ARTICLE 2.  ADJUSTMENTS TO THE SHARES.

         2.1 STOCK DIVIDENDS, SPLITS, ETC. If the Company declares or pays a
dividend on its Series C Preferred, subdivides the Series C Preferred into a
greater amount of Series C Preferred, then upon exercise of this Warrant, for
each Share acquired, Holder shall receive, without cost to Holder, the total
number and kind of securities to which Holder would have been entitled had
Holder owned the Shares of record as of the date the dividend or subdivision
occurred.

         2.2 RECLASSIFICATION, REORGANIZATION, CONSOLIDATION, OR MERGER. Subject
to Section 1.8, upon any reorganization, consolidation, merger, or other event
that results in a reclassification of the securities Issuable upon exercise or
conversion of this Warrant, Holder shall be entitled to receive, upon exercise
or conversion of this Warrant, the number and kind of securities and property
that Holder would have received for the Shares if this Warrant had been
exercised immediately before such reclassification, reorganization,
consolidation, or merger. Such an event shall include any automatic conversion
of the outstanding or issuable securities of the Company of the same class or
series as the Shares to common stock pursuant to the terms of the Company's
Certificate of Incorporation upon the closing of a registered public offering of
the Company's common stock. The Company or its successor shall promptly issue to
Holder a new warrant for such new securities or other property. The new Warrant
shall provide


                                       3
<PAGE>

for adjustments which shall be as nearly equivalent as may be practicable to the
adjustments provided for in this Article 2 including, without limitation,
adjustments to the Warrant Price and to the number of securities or property
issuable upon exercise of the new Warrant. The provision of this Section 2.11
shall similarly apply to successive reclassifications, reorganizations,
consolidations, and mergers.

         2.3 ADJUSTMENTS FOR COMBINATIONS, ETC. If the outstanding Shares are
combined or consolidated, by reclassification or otherwise, into a lesser number
of shares, the Warrant Price shall be proportionately increased.

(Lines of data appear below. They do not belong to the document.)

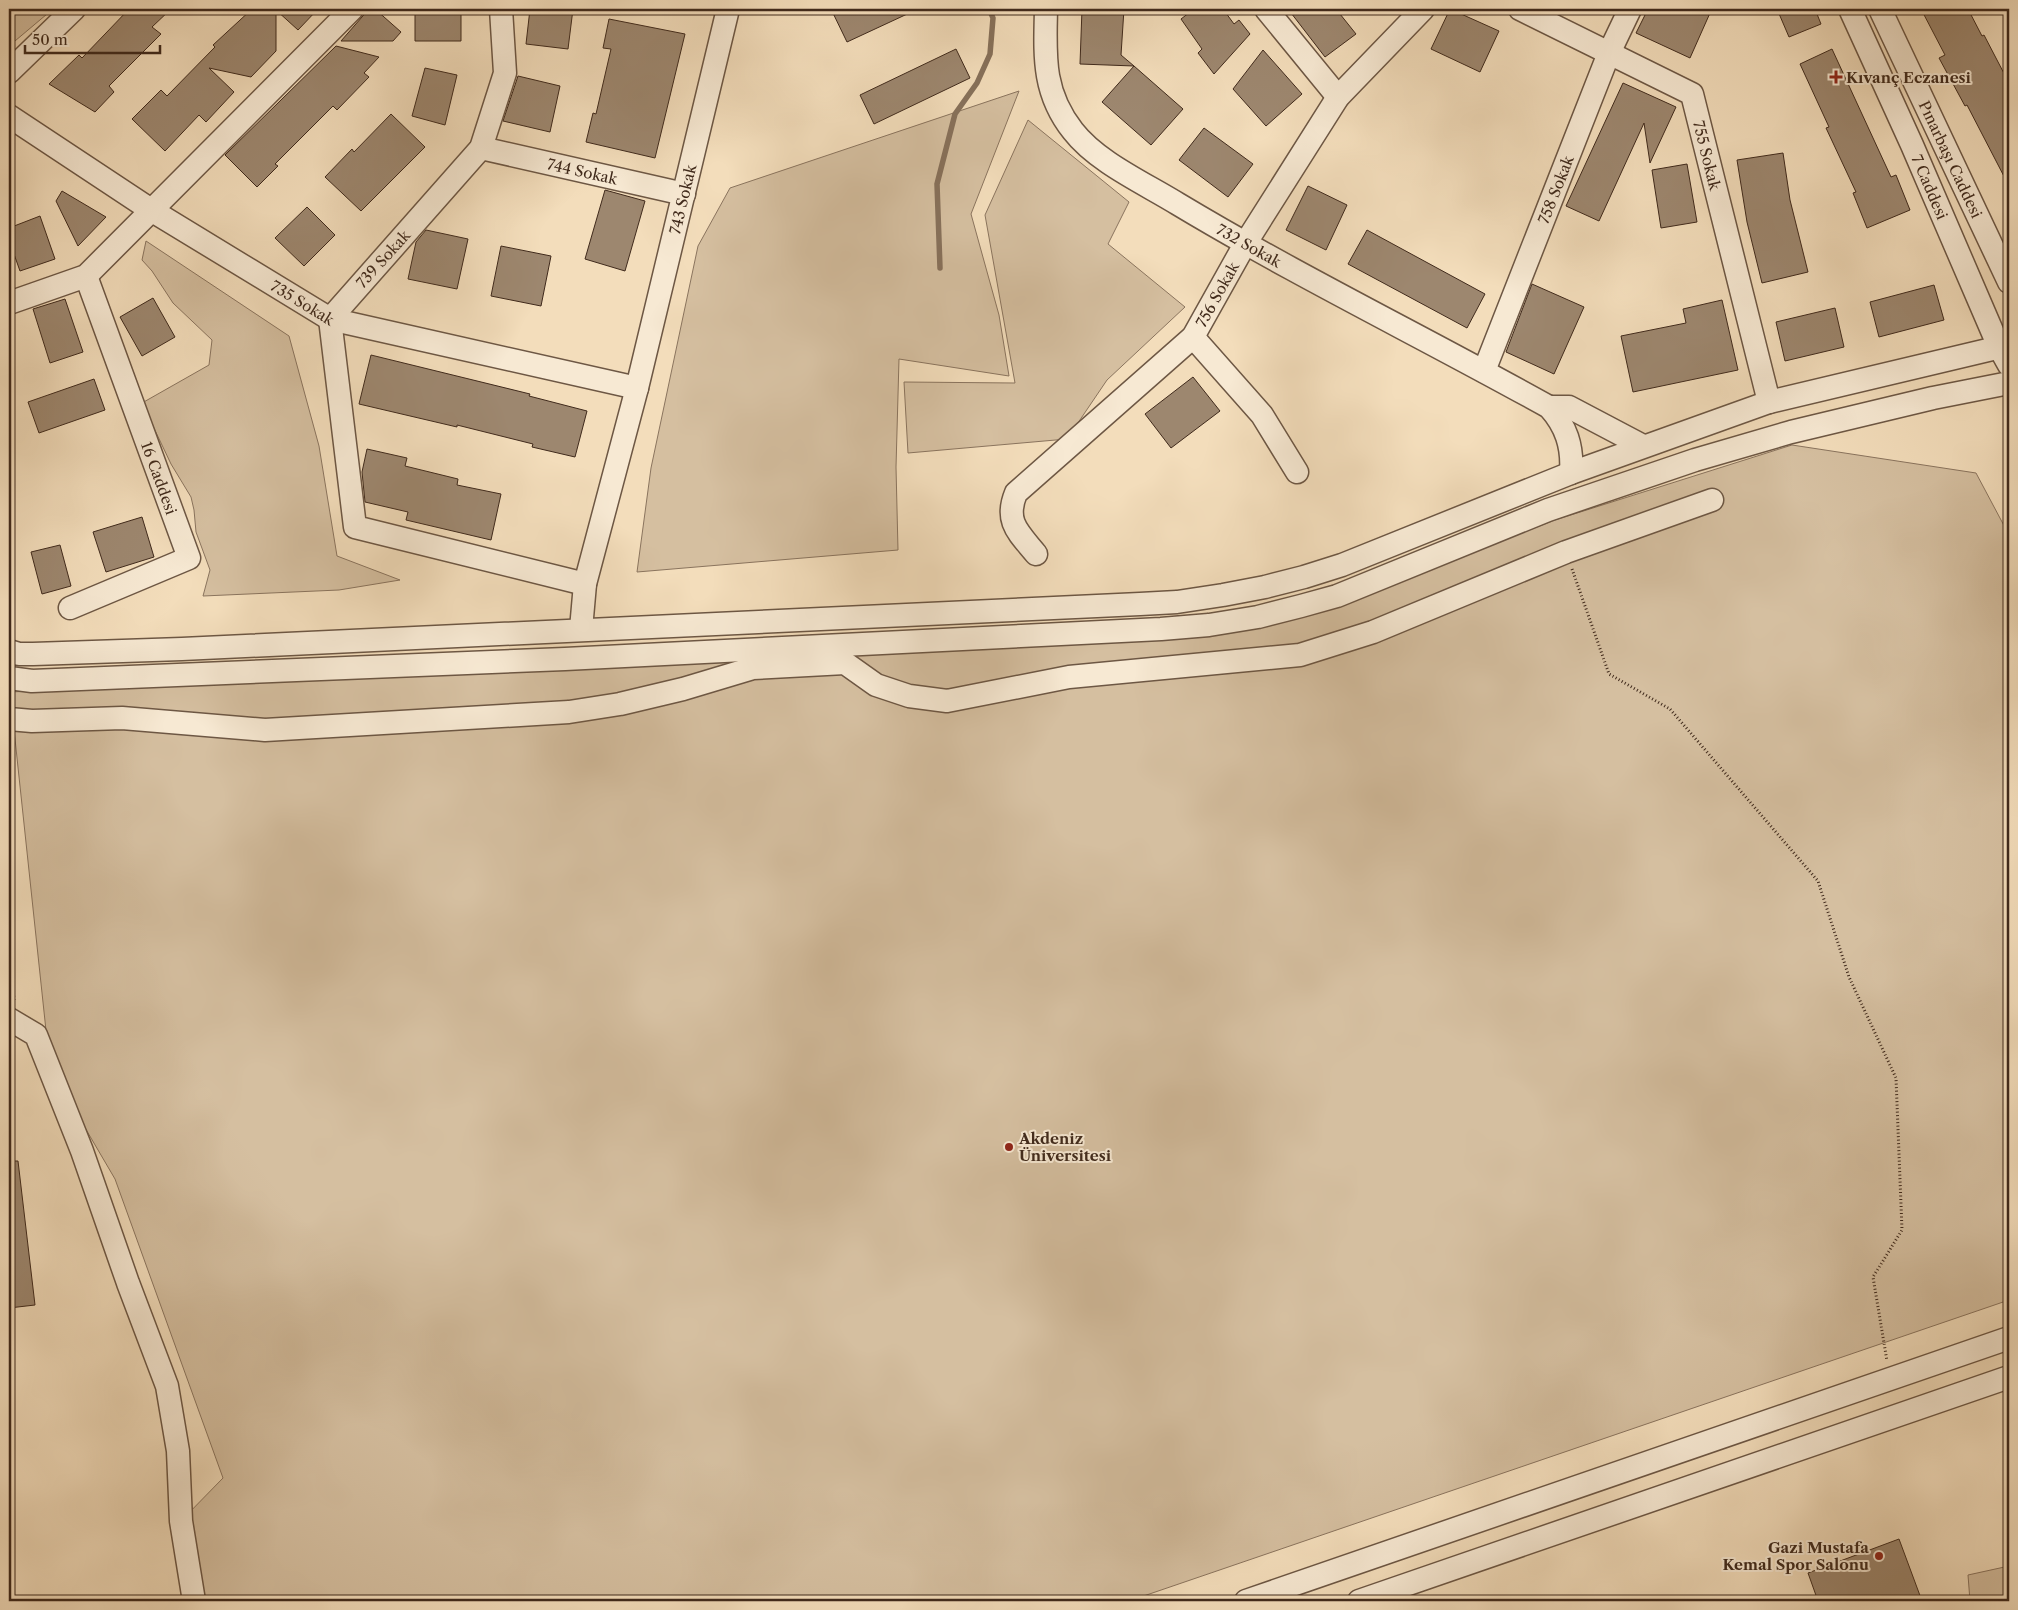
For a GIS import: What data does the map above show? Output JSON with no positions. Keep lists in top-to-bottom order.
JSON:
{
  "streets": {
    "street": [
      "755 Sokak",
      "Pınarbaşı Caddesi",
      "744 Sokak",
      "7 Caddesi",
      "758 Sokak",
      "743 Sokak",
      "732 Sokak",
      "739 Sokak",
      "756 Sokak",
      "735 Sokak",
      "16 Caddesi"
    ]
  },
  "crossings": [
    ["755 Sokak", "758 Sokak"],
    ["744 Sokak", "743 Sokak"],
    ["744 Sokak", "739 Sokak"],
    ["758 Sokak", "732 Sokak"],
    ["743 Sokak", "735 Sokak"],
    ["732 Sokak", "756 Sokak"],
    ["739 Sokak", "735 Sokak"]
  ],
  "places": {
    "health": ["Kıvanç Eczanesi"],
    "other": ["Akdeniz Üniversitesi", "Gazi Mustafa Kemal Spor Salonu"]
  },
  "scale_bar": "50 m"
}
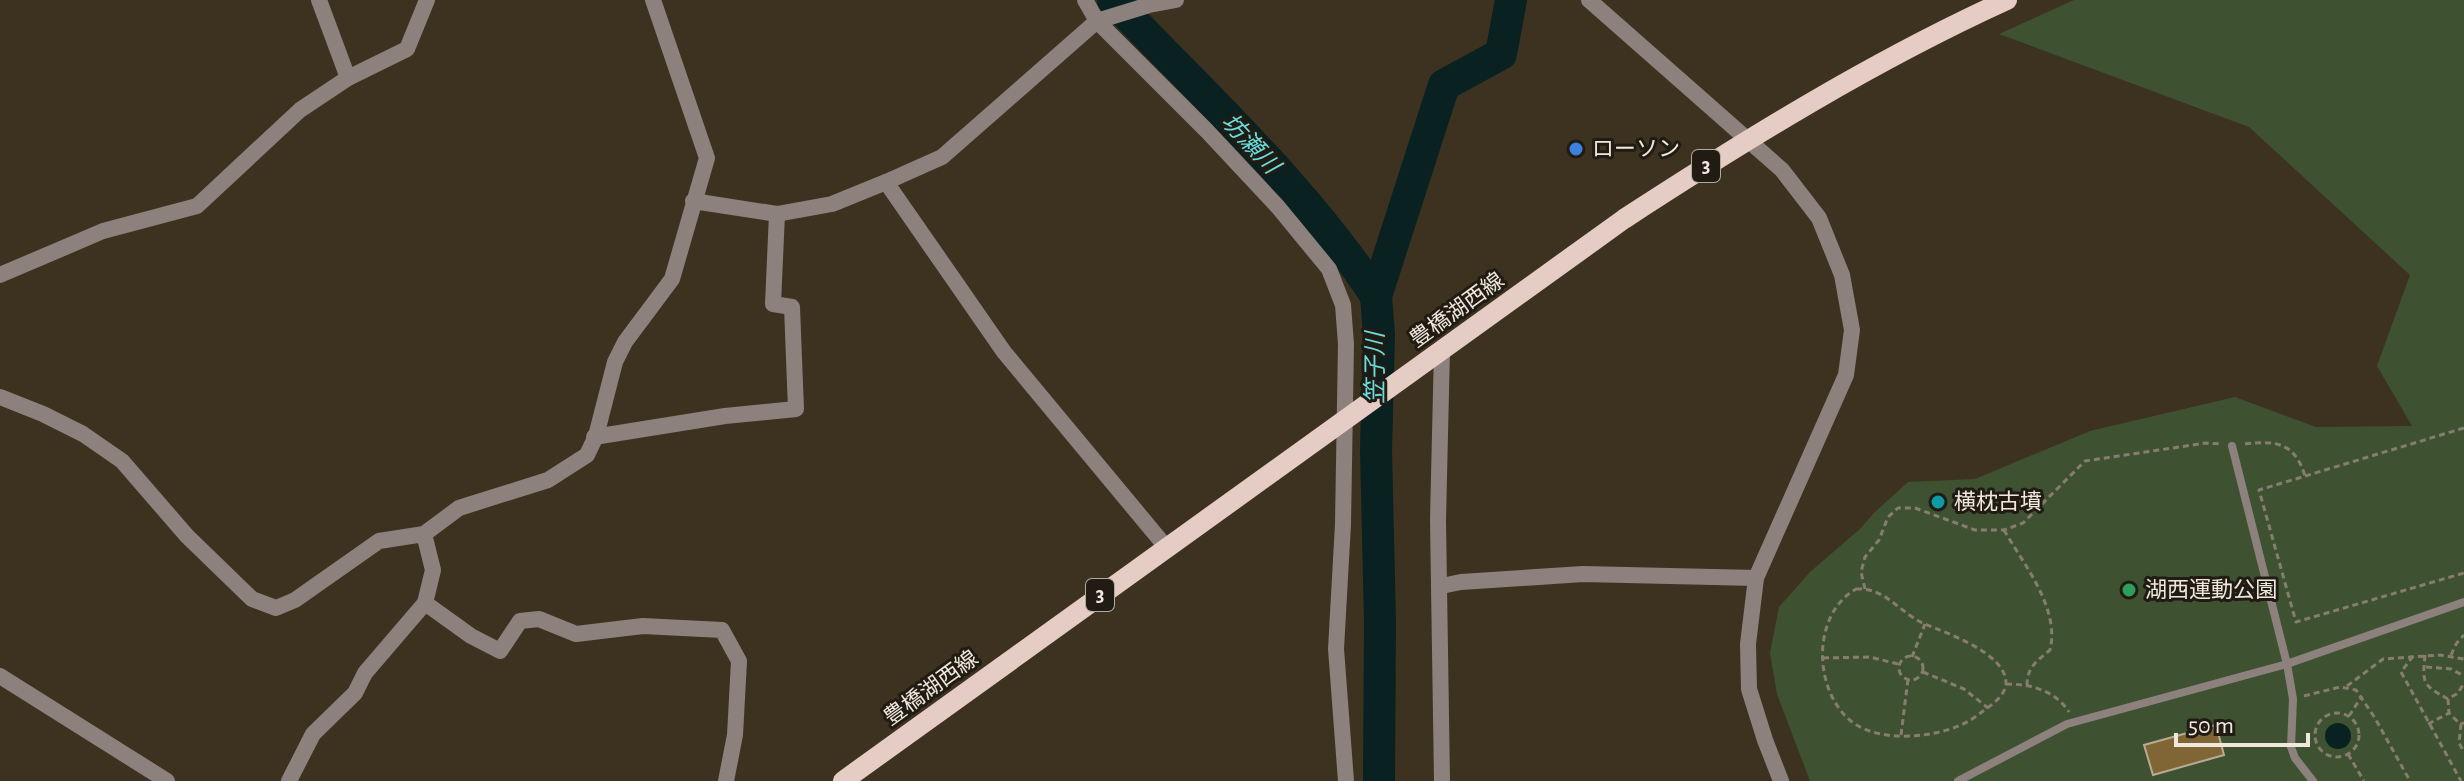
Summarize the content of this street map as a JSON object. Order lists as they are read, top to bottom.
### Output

         2.4 NO IMPAIRMENT. The Company shall not, by amendment of its Charter
or through any reorganization, transfer of assets, consolidation, merger,
dissolution, issue, or sale of securities or any other voluntary action, avoid
or seek to avoid the observance or performance of any of the terms to be
observed or performed under this Warrant by the Company, but shall at all times
in good faith assist in carrying out of all the provisions of this Article 2 in
taking all such action as may be necessary or appropriate to protect Holder's
rights under this Article against impairment If the Company takes any action
affecting the Shares other than as described above that affects Holder's rights
under this Warrant, the Warrant Price and the number of Shares issuable upon
exercise of this Warrant shall be adjusted in such a manner that the rights of
Holder are substantially unchanged.

         2.14 FRACTIONAL SHARES. No fractional Shares shall be issuable upon
exercise or conversion of the Warrant and the number of Shares to be issued
shall be rounded down to the nearest whole Share, if a fractional share interest
arises upon any exercise or conversion of the Warrant, the Company shall
eliminate such fractional share interest by paying Holder an amount computed by
multiplying the fractional interest by the fair market value of a full Share.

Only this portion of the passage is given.